University of Calgary

‘Live every single day,’ says Mariatu Kamara

UToday HomeSeptember 6, 2013

By Sarah McGinnis

Mariatu Kamara began speaking out about her experiences during the civil war in Sierra Leone as UNICEF Canada’s Special Representative for Children in Armed Conflict. Photo by Nick Danziger, International Committee of the Red CrossMariatu Kamara began speaking out about her experiences during the civil war in Sierra Leone as UNICEF Canada’s Special Representative for Children in Armed Conflict. Photo by Nick Danziger, International Committee of the Red CrossMariatu Kamara grew up on a farm in Sierra Leone until civil war raged through her country. Captured by rebels, Kamara lost her hands in a violent attack. But she survived, and through sheer determination she has thrived.

After moving to Toronto, Kamara began speaking out about her experiences as UNICEF Canada’s Special Representative for Children in Armed Conflict.

Kamara’s story is featured in Eleven Women Facing War, a thought-provoking exhibit the University of Calgary is presenting at The Founders’ Gallery located in The Military Museums.

Kamara is in Calgary this week and took the opportunity to speak with the University of Calgary.

Q: What does it feel like to be included in the photography exhibit Eleven Women Facing War?

A: It’s a privilege. It means a lot, not only to me, but also to the rest of my friends who are still in Sierra Leone and who are also victims. This is representing them, not only me. That is why it is so important that it’s here. I feel very, very good about it.

Q: What was it like writing your book The Bite of the Mango and sharing your personal experience of the violence of civil war?

A: It was tough. It was a good experience to have your story out there. But it was also hard to have your whole life out there with people reading it. It’s good, but not so comfortable. It is for a good cause though.

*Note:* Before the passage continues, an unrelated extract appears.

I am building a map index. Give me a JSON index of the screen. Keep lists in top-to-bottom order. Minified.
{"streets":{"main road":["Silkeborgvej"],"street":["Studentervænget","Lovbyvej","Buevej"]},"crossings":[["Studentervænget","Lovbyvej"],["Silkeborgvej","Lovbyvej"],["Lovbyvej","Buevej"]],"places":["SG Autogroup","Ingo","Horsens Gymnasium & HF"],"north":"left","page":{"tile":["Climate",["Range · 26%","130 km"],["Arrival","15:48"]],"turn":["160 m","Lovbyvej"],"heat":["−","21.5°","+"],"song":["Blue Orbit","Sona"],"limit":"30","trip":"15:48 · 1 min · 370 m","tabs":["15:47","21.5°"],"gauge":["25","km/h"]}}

I am not only representing myself, but many other people and what happened in Sierra Leone, to raise awareness of what happened there.

Q: What can you tell us about what happened to you during the civil war in Sierra Leone and what has happened to your life since?

A: When I was a child, I was very happy with my aunts that raised me up. It was a happy life. We didn’t have much. We pretty much spent most of our time on the farm working there. But I was happy. I didn’t have things to worry about, until when the war finally came into our lives and changed things in a very bad way.

At the same time, the result was a bit better for myself and for my family and the rest of the people in Sierra Leone. If this had not happened to me, maybe none of you would have known what happened in Sierra Leone. I think that’s the good about it.

The bad part about it was that I lost my hands. My hands were cut off when the rebels attacked the village and I was captured. That changes my life in a bad way. But I survived. I survived that tragedy.

From there, that experience took me from struggles to a better place here in Canada. Now I have the opportunity to go to school, supporting myself, being in a safe place and being happy at the same time and be able to also support my family back home. I help them as much as I can. It’s not easy, but it is gain and loss. It is a balance.

Now I’m a student at George Brown College. I started it a few years ago, but I took some time off. Now I’m going back this September to finish up social work and counseling for assaulted women and children.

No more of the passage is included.